La Floride accueillera en 2004 le Festival Gospel et Racines

Cotonou- Bénin (PANA) -- L'Organisation pour la réconciliation et le développement (RADCORP) organise en 2004, en Floride (Etats- Unis), la première édition américaine du Festival Gospel et Racines, a-t-on appris jeudi, à Cotonou, des responsables de cette structure.
Cette initiative vise, selon les organisateurs, à soutenir aux Etats-Unis l'initiative béninoise de réconciliation, considérée comme étant "d'une grande importance pour toute l'humanité".
Ce programme, qui a démarré par le pardon des Africains restés sur place et des esclavagistes aux descendants d'anciens esclaves en vue de guérir les blessures des centaines d'années de tortures et d'humiliations, constitue le ferment d'une vraie réconciliation pour un développement effectif du continent, a estimé le directeur exécutif du RADCORP, Jack Gaines.
Le RADCORP, dont l'objectif est d'accompagner l'initiative des autorités béninoises de rapprocher les Africains d'Afrique avec leurs frères de la diaspora, se donne pour mission de faciliter cette réconciliation en offrant des opportunités aux groupes de personnes désireuses de revenir sur le continent africain.
Cette association, qui vient en appoint aux activités de l'Agence béninoise pour la réconciliation et le développement (ABRD), assure le volet pratique de ce programme qui concerne plus de 10 millions d'Africains américains.
Volet culturel et spirituel le plus populaire du processus réconciliation et développement, le Festival international Gospel et Racines, dont la deuxième édition se déroule actuellement au Bénin, a pour vocation, rappelle-t-on, d'aider au retour de la compréhension mutuelle entre Noirs d'Afrique et ceux de la diaspora.
Dans un récent entretien avec la PANA, le ministre béninois de l'Environnement, de l'Habitat et de l'Urbanisme, vice-président du comité d'organisation, Luc Gnacadja, a indiqué que "la réconciliation ne se déroule pas subitement" et qu'il faut un processus pour amener les concernés à interagir.

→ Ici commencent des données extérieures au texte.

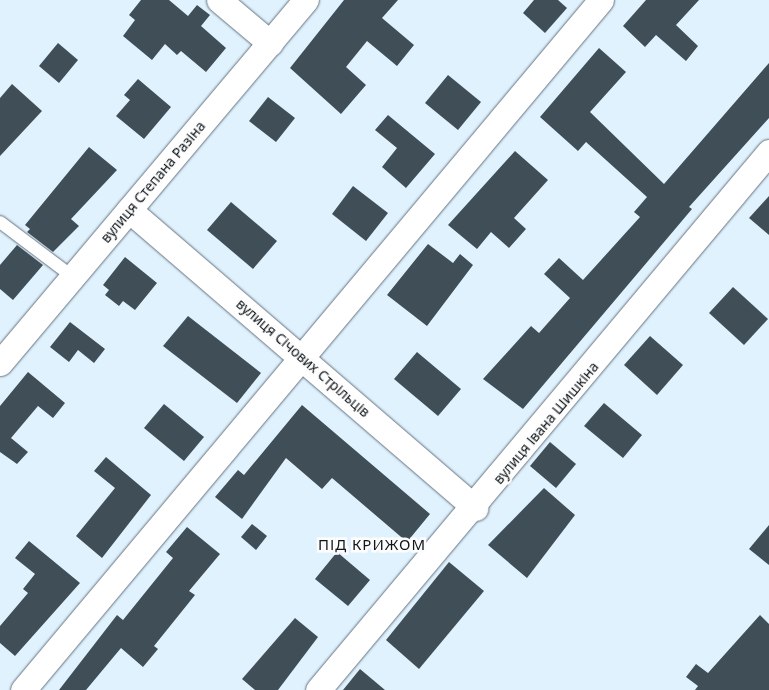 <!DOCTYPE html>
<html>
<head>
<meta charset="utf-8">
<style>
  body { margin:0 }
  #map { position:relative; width:769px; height:690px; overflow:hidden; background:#e1f2ff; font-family:"Noto Sans",sans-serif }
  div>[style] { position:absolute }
  .building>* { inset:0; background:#404e58 }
  .roads { filter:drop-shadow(0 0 1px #63727d) drop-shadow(0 0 1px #63727d) }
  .lane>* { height:12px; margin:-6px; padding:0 6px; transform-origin:6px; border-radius:6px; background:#fff }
  .street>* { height:25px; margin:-12.5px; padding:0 12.5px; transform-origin:12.5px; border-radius:12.5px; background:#fff }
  span { translate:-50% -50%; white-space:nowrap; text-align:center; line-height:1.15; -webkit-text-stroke:5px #fdfdfd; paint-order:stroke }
  .street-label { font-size:14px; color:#0f1519 }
  .neighbourhood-label { font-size:15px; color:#0f1519; letter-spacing:1px }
</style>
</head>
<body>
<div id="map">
  <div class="building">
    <i style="clip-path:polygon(141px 0,169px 0,188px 16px,197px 5px,210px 15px,201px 26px,226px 48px,206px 72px,181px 51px,177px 55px,165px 44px,152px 60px,123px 36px,135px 20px,129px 15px)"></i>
    <i style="clip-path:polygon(344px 0,398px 0,382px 18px,414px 45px,397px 66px,367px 41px,346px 67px,366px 85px,341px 114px,290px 68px)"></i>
    <i style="clip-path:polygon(534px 0,558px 0,567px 8px,545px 33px,523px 13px)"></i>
    <i style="clip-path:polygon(646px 0,699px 0,676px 25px,698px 46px,686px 61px,656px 35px,645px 47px,623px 26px)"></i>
    <i style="clip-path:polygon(58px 43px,78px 60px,59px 83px,39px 66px)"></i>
    <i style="clip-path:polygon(599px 48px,626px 72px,590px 112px,664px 184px,769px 63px,769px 118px,689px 207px,692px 209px,523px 409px,483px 379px,531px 326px,539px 333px,570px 298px,544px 274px,559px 258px,583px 280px,640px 217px,634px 212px,647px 197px,586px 142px,578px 151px,540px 117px)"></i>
    <i style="clip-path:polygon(448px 75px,481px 102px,458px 130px,425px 103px)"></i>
    <i style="clip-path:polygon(138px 79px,171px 107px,144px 139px,116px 116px,130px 100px,124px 95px)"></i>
    <i style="clip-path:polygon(12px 84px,42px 111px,0 156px,0 98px)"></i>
    <i style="clip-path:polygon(268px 97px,295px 118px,276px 142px,249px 121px)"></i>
    <i style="clip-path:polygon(388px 115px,435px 154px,406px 188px,382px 167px,397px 148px,375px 130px)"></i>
    <i style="clip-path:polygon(89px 147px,117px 170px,71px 219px,79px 226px,53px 252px,27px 232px,30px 229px,25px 225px)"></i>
    <i style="clip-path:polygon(515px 151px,548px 180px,514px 218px,526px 229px,509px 248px,491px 232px,477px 249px,448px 225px)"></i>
    <i style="clip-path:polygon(353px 186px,388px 213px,366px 241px,332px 214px)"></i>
    <i style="clip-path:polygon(769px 196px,769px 235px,749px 218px)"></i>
    <i style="clip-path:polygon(231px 202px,277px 241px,253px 269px,207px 230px)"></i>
    <i style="clip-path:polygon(428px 244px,453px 263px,460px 254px,473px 265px,427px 326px,387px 295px)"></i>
    <i style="clip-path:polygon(17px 245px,43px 265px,13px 300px,0 289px,0 265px)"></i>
    <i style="clip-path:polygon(125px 257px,157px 283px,135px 310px,123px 301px,119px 306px,105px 295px,109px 290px,103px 285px)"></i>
    <i style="clip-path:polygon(733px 287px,768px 319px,744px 345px,709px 313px)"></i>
    <i style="clip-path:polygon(188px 316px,261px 373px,237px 403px,163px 346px)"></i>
    <i style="clip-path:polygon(70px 322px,105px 349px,94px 363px,78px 350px,69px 362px,50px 347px)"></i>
    <i style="clip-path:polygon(650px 336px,683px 365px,657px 395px,624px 365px)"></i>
    <i style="clip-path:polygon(417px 352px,461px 389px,438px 416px,394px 379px)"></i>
    <i style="clip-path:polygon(28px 372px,65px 403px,53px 418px,38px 406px,11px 438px,28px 452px,17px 464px,0 452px,0 406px)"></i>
    <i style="clip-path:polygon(604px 403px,642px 435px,623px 458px,584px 426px)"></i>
    <i style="clip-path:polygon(164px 404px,204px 437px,184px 461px,144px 428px)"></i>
    <i style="clip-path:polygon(302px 405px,430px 514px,407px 542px,332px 478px,322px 489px,286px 458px,242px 519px,215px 497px,238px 470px,244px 475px)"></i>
    <i style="clip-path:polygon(550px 442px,576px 464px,556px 488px,530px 466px)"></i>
    <i style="clip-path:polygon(106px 457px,151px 495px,102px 558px,76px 536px,115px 488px,94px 471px)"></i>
    <i style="clip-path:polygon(544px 488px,575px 515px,527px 578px,488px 545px)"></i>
    <i style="clip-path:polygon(252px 524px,267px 536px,256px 550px,241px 537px)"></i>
    <i style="clip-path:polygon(769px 525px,769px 565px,749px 549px)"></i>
    <i style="clip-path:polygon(187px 527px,220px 554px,189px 591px,195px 595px,154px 646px,158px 649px,143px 667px,121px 648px,86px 690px,59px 690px,117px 615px,123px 620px,173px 558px,166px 552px)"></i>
    <i style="clip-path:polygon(29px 541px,80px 583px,15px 656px,0 643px,0 626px,28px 593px,23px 589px,35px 574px,15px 558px)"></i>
    <i style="clip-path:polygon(337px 552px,370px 580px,348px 606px,315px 579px)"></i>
    <i style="clip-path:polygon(449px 562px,484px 591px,419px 669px,386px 640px)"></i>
    <i style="clip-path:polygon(760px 615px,769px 624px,769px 690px,695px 690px,698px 686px,686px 677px,696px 664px,708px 673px)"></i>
    <i style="clip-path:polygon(295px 618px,318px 637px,278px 690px,255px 690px,242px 679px)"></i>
    <i style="clip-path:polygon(360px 669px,385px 690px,343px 690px)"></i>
  </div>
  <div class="roads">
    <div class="lane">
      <i style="left:0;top:222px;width:91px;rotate:37deg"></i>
    </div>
    <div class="street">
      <i style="left:219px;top:0;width:67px;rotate:40.1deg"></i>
      <i style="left:129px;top:210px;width:457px;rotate:40.7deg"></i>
      <i style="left:0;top:363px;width:475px;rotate:-49.9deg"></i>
      <i style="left:23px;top:690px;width:900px;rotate:-50.05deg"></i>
      <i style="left:318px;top:690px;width:702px;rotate:-50.03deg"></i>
    </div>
  </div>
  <div class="street-label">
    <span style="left:153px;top:182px;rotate:-50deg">вулиця Степана Разіна</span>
    <span style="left:303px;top:358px;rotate:41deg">вулиця Січових Стрільців</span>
    <span style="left:546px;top:423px;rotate:-50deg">вулиця Івана Шишкіна</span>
  </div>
  <div class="neighbourhood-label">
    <span style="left:372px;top:545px">ПІД КРИЖОМ</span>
  </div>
</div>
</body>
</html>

Pour lui, ce festival qui est une émanation de la Conférence des leaders pour la réconciliation et le développement, fait partie de ce processus.
On rappelle qu'à cette conférence, organisée en 1999 à Cotonou, il était apparu clairement la nécessité d'avoir un cadre dans lequel les Africains d'ici et ceux de la diaspora pouvaient se retrouver.
"La musique étant l'étude des choeurs, il est évident qu'elle pourra amener des frères d'ici et d'ailleurs à agir ensemble, se rencontrer et prendre conscience que nous ne devons plus prendre notre histoire comme un fardeau, mais en assumer les stigmates", a dit le ministre.
Outre ce festival, qui se tiendra désormais alternativement au Bénin et aux Etats-Unis, le sol béninois accueillera une foire de la diaspora, et un voyage symbolique de retour avec des escales dans les principales villes par lesquelles les esclaves étaient passées notamment Gorée (Sénégal) et Emina (Ghana).
Ils séjourneront pendant une semaine au Bénin où sera mis en oeuvre le projet "Adopted village" leur permettant de se connecter à leurs racines.